Abstract
The review article emphasizes a single technique: Spray cooling, which
is essential in diverse fields from laser treatments to humidifiers.
Thus, proving its significance in modern-day research by proving it to
be a perfect alternate solution as a cooling technique. The article
thoroughly details single and multi-phase cooling with detailed insight
into its architectural aspect, classification, and design. The article
further emphasizes modeling heat transfer dynamics with a few attempts
from simulations. It highlights the general mechanism of heat exchange
involving arguments from the droplet level, impacted by successive
generations of droplets, and the evolving thermal footprint of a hot
surface to visualize cooling. Furthermore, an attempt to list out the
factors involved in spray cooling, such as the nozzle characteristics,
surface texture, flow rate, and spraying combinations have been
discussed in detail.
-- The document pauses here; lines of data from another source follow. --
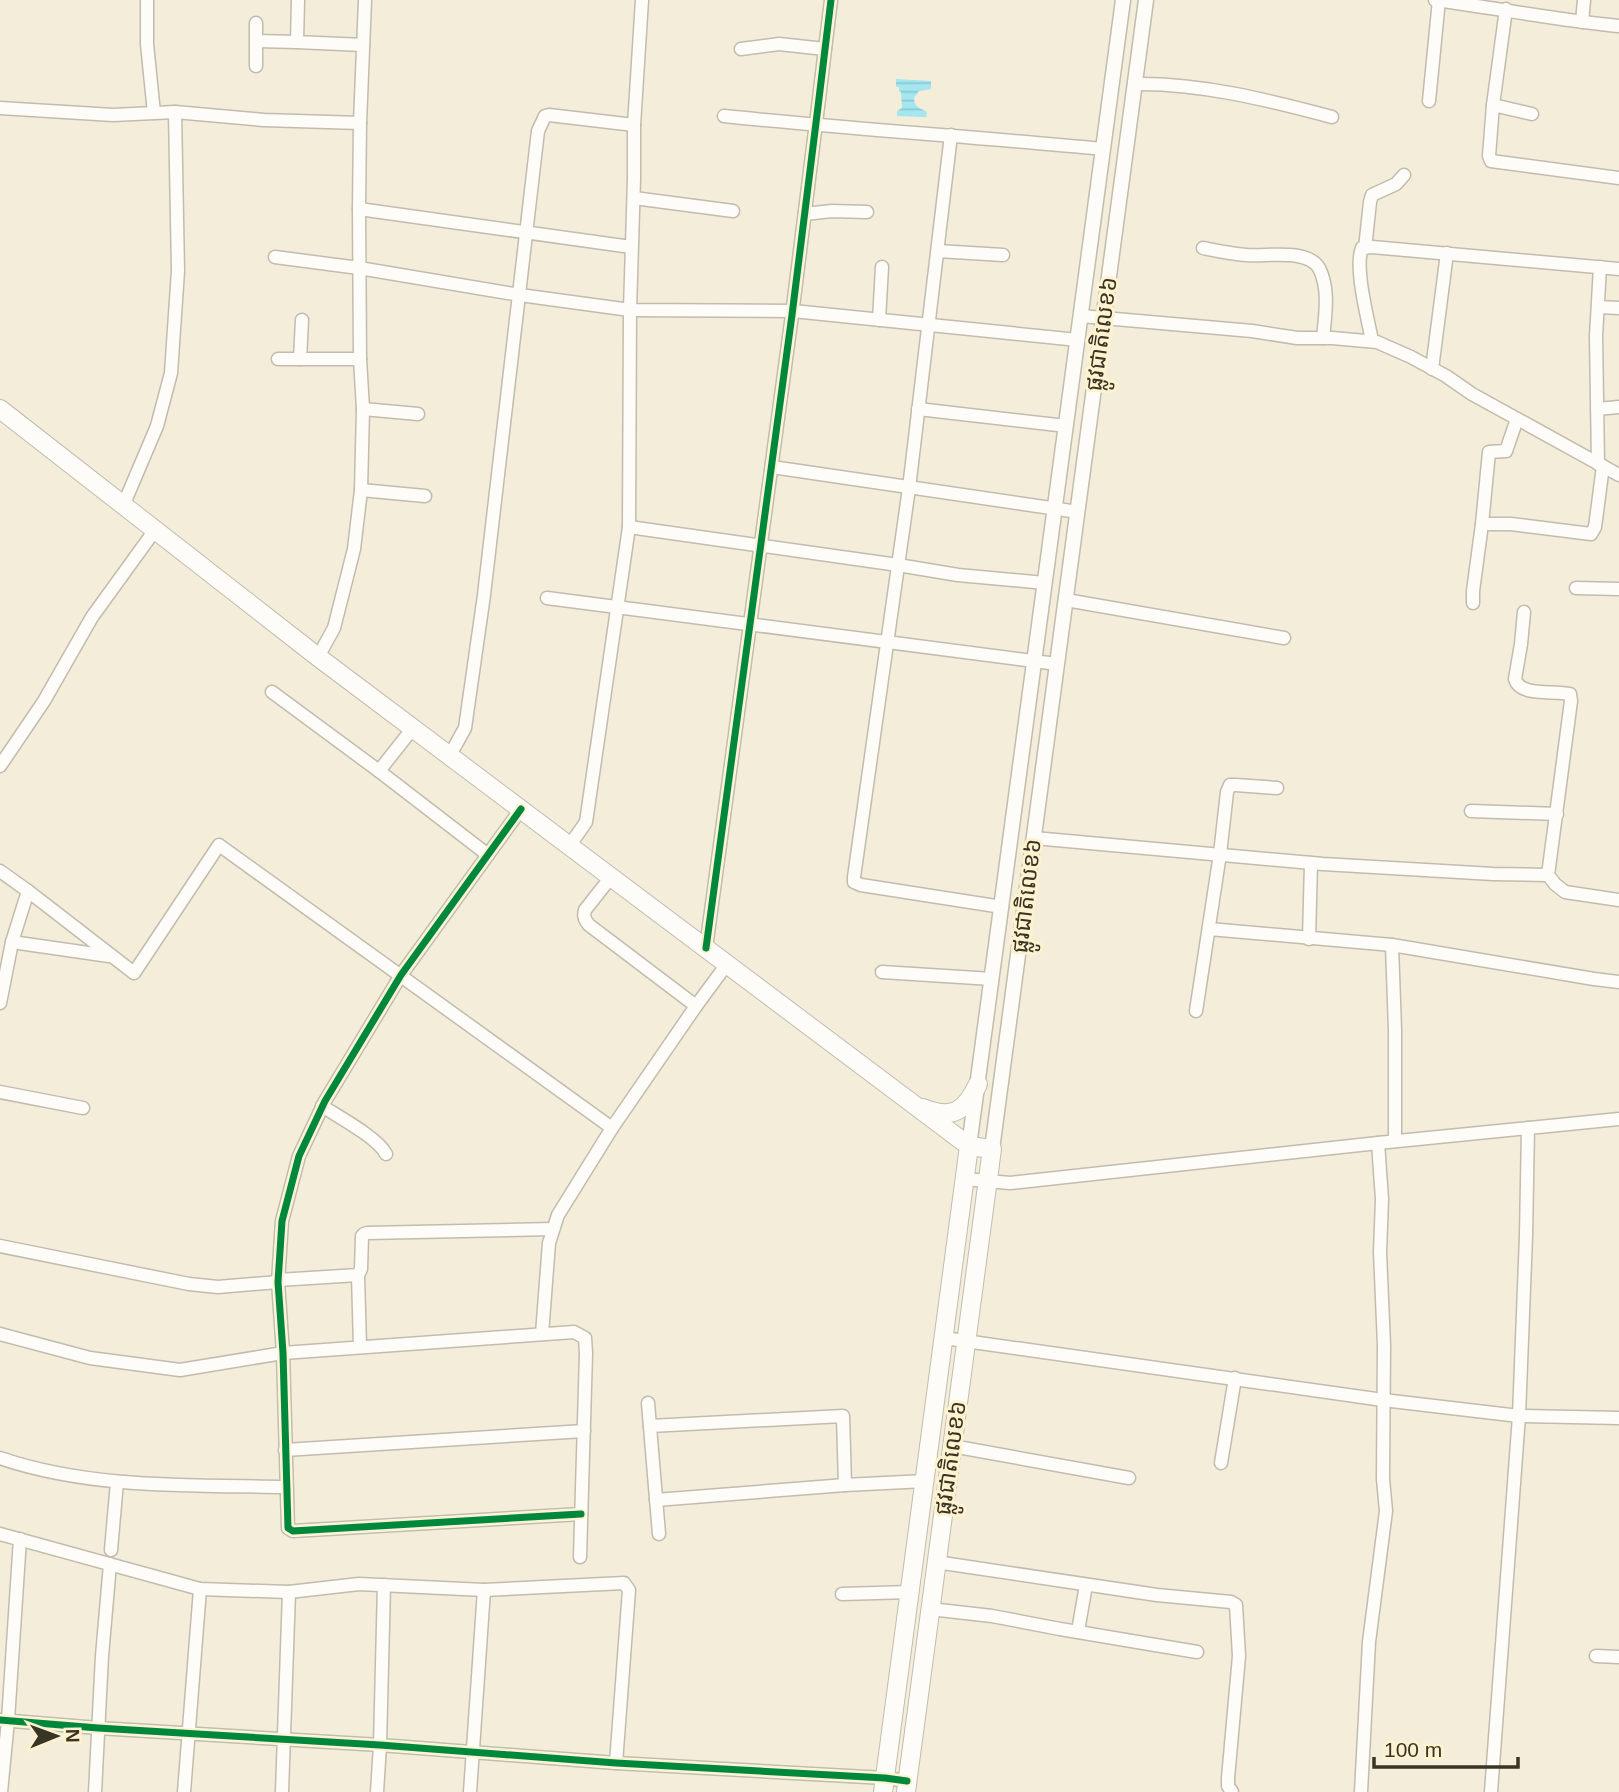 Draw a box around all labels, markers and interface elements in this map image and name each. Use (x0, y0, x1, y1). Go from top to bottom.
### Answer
street label: ផ្លូវជាតិលេខ៦ (1080, 275, 1131, 394)
street label: ផ្លូវជាតិលេខ៦ (1006, 837, 1055, 956)
street label: ផ្លូវជាតិលេខ៦ (929, 1399, 980, 1518)
north arrow (21, 1701, 91, 1771)
scale bar (1374, 1726, 1518, 1770)
text: N (62, 1729, 83, 1743)
text: 100 m (1384, 1738, 1442, 1761)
The later parts of the paper deal with the
fundamental challenges related to the conduction of electricity, power
consumption, efficient packing, corrosion, flooding, and suitable
suggestions to overcome the mentioned problems. In the final part, a new
enhancement has been suggested by the authors, which could, in theory,
be the subsequent developmental work in spray cooling. The paper also
includes summary tables relevant to the heading concepts to enhance,
deepen, and help in the thorough understanding of the concepts.